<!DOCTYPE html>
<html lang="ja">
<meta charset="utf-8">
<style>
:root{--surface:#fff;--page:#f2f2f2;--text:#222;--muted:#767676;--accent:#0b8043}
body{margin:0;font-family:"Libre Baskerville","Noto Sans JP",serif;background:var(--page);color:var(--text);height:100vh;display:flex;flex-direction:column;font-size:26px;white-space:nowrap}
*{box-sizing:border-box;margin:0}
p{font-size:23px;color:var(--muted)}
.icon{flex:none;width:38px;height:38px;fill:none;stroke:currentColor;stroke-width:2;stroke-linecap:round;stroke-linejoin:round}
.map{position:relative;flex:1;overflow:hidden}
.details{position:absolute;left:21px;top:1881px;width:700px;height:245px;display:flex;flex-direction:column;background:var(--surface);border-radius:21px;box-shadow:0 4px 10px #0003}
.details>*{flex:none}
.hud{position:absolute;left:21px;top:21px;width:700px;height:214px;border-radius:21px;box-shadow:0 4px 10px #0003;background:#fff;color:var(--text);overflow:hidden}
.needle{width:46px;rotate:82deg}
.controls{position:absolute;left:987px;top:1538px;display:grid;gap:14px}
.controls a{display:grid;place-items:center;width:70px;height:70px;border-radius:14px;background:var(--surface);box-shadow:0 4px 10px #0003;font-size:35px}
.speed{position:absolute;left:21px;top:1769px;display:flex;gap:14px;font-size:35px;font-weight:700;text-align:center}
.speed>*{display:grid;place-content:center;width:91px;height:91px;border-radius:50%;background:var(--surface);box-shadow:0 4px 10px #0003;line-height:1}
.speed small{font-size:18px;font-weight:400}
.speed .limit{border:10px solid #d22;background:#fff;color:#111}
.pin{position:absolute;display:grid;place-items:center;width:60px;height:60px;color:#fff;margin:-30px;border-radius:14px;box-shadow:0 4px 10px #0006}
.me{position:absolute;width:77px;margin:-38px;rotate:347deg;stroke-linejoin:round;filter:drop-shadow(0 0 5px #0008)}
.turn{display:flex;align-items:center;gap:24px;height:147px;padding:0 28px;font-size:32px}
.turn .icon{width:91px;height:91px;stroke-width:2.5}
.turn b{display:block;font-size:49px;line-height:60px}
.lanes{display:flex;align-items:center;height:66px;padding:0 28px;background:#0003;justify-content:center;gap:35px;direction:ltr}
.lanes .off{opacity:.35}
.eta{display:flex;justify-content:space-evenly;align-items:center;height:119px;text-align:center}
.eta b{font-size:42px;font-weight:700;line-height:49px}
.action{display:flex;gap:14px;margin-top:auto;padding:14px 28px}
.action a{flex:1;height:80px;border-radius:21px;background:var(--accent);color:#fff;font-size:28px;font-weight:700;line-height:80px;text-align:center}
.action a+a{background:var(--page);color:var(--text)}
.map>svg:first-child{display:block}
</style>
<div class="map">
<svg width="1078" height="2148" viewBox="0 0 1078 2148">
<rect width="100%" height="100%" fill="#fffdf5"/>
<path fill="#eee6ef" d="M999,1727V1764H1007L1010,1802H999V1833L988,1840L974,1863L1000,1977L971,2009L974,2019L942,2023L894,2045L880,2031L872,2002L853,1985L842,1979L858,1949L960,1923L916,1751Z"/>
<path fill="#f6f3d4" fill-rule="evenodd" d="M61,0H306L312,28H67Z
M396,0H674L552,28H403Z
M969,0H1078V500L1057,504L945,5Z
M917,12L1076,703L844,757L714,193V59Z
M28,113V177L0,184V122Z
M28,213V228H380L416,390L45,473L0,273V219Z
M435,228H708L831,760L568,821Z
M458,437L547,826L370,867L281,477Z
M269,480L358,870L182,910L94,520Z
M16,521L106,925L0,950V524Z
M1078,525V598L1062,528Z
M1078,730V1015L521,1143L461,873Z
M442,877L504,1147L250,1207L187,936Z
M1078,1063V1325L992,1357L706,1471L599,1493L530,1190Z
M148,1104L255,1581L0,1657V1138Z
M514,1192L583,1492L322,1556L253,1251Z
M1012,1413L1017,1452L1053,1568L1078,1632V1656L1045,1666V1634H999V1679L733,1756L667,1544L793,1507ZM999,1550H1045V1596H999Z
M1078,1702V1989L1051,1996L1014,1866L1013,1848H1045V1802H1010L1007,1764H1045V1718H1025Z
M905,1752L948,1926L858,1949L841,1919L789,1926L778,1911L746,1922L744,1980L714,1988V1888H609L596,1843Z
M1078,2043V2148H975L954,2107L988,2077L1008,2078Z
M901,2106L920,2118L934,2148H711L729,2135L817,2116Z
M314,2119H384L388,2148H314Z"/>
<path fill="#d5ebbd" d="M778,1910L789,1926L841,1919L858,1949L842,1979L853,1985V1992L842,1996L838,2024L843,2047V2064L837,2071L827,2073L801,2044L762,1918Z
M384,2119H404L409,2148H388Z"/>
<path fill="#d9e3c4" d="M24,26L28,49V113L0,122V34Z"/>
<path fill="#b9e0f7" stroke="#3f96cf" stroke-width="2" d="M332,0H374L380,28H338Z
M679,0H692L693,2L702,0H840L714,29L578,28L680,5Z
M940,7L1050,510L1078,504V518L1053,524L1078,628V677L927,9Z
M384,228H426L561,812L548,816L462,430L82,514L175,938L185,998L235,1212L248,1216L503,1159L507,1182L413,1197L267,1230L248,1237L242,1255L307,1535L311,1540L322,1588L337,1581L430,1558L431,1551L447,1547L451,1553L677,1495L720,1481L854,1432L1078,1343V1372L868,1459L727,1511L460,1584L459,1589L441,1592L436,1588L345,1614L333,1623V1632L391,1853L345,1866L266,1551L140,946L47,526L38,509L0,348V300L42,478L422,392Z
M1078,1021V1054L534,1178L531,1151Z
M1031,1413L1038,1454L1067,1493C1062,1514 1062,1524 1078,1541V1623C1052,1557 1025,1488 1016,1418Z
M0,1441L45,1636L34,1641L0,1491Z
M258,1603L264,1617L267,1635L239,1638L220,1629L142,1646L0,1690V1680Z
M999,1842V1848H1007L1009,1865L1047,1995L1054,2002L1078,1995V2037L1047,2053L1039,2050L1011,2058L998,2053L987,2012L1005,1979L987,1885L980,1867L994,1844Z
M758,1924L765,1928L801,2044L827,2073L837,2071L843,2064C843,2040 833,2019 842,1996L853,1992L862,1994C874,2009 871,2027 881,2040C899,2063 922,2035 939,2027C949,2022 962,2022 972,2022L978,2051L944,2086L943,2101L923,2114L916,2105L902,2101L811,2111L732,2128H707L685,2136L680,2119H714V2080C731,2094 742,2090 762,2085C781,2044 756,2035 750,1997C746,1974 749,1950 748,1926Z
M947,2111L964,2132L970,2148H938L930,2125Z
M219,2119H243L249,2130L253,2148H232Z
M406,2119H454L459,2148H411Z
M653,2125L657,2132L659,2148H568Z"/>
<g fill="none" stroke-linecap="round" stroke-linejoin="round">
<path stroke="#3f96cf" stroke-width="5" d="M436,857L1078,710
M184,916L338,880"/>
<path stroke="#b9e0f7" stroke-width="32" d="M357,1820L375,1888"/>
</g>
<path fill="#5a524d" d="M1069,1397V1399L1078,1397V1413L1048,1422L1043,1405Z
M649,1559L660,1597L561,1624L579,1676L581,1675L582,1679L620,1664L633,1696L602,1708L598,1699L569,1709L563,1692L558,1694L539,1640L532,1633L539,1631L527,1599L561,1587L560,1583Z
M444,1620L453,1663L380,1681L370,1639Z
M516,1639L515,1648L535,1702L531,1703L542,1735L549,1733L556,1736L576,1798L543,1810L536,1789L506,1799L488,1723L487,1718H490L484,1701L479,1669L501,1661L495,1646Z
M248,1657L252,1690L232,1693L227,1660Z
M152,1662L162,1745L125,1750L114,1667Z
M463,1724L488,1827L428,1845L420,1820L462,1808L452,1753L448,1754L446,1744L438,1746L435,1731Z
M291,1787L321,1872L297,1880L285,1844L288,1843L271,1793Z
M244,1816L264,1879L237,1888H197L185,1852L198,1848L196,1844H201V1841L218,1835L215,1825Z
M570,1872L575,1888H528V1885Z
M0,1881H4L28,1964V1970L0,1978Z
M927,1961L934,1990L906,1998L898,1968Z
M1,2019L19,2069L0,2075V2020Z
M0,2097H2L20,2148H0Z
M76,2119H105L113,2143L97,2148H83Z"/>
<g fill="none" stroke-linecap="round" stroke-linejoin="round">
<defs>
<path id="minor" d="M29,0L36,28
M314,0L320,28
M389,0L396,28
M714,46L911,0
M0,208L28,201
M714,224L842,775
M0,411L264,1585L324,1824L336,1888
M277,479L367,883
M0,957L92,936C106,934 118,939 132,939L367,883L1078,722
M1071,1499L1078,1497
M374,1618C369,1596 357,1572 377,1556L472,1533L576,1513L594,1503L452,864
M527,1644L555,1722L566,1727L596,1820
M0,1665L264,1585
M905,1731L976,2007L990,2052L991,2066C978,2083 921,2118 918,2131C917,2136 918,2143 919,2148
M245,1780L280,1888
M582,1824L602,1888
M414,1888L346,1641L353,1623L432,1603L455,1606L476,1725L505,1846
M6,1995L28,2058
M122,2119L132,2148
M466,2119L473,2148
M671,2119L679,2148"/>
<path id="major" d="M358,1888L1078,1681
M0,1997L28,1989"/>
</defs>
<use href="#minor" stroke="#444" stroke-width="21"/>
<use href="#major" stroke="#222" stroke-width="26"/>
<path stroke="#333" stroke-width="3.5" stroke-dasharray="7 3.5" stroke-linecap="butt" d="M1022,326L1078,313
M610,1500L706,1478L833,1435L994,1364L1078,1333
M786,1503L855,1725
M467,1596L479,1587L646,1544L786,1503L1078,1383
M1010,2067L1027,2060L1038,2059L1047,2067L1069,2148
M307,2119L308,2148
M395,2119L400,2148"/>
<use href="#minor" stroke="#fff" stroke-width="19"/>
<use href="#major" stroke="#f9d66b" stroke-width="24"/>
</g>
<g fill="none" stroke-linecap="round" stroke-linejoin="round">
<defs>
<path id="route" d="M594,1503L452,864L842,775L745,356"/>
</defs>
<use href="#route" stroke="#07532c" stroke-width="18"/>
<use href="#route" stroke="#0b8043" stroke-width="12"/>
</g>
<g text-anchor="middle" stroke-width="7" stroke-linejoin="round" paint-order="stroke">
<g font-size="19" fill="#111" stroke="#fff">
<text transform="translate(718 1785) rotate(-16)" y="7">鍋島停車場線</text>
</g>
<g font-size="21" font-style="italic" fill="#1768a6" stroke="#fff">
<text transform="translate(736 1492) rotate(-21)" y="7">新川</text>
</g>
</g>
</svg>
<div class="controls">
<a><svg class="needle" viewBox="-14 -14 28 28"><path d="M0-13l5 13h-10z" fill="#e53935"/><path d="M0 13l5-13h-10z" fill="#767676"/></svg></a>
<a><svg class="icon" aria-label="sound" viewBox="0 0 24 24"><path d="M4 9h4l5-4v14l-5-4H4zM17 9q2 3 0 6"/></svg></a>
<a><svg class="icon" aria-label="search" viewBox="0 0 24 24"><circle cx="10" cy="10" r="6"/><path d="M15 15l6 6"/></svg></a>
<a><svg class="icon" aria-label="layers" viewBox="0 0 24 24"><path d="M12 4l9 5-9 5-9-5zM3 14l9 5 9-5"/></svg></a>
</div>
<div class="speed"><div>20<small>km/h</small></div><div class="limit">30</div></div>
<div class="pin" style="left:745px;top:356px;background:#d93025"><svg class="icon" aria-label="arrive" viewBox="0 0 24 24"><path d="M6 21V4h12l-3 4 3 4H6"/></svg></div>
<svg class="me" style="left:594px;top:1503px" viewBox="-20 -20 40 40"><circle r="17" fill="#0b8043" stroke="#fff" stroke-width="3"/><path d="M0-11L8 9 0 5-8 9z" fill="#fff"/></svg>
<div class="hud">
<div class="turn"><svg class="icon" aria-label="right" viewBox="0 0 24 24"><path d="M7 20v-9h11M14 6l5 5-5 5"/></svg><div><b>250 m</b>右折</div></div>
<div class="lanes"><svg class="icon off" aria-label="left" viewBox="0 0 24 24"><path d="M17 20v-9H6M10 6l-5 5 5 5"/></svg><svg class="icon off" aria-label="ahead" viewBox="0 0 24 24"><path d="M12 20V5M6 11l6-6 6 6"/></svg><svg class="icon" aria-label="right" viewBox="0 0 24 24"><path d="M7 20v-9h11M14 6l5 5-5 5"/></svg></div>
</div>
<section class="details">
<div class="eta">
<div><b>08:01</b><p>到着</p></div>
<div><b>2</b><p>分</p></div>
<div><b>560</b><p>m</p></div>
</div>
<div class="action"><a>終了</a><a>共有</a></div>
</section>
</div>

Instructions to follow:
Reproduce each line of the material that mentions "space".

Solved exercise:
body{margin:0;font-family:"Libre Baskerville","Noto Sans JP",serif;background:var(--page);color:var(--text);height:100vh;display:flex;flex-direction:column;font-size:26px;white-space:nowrap}
.eta{display:flex;justify-content:space-evenly;align-items:center;height:119px;text-align:center}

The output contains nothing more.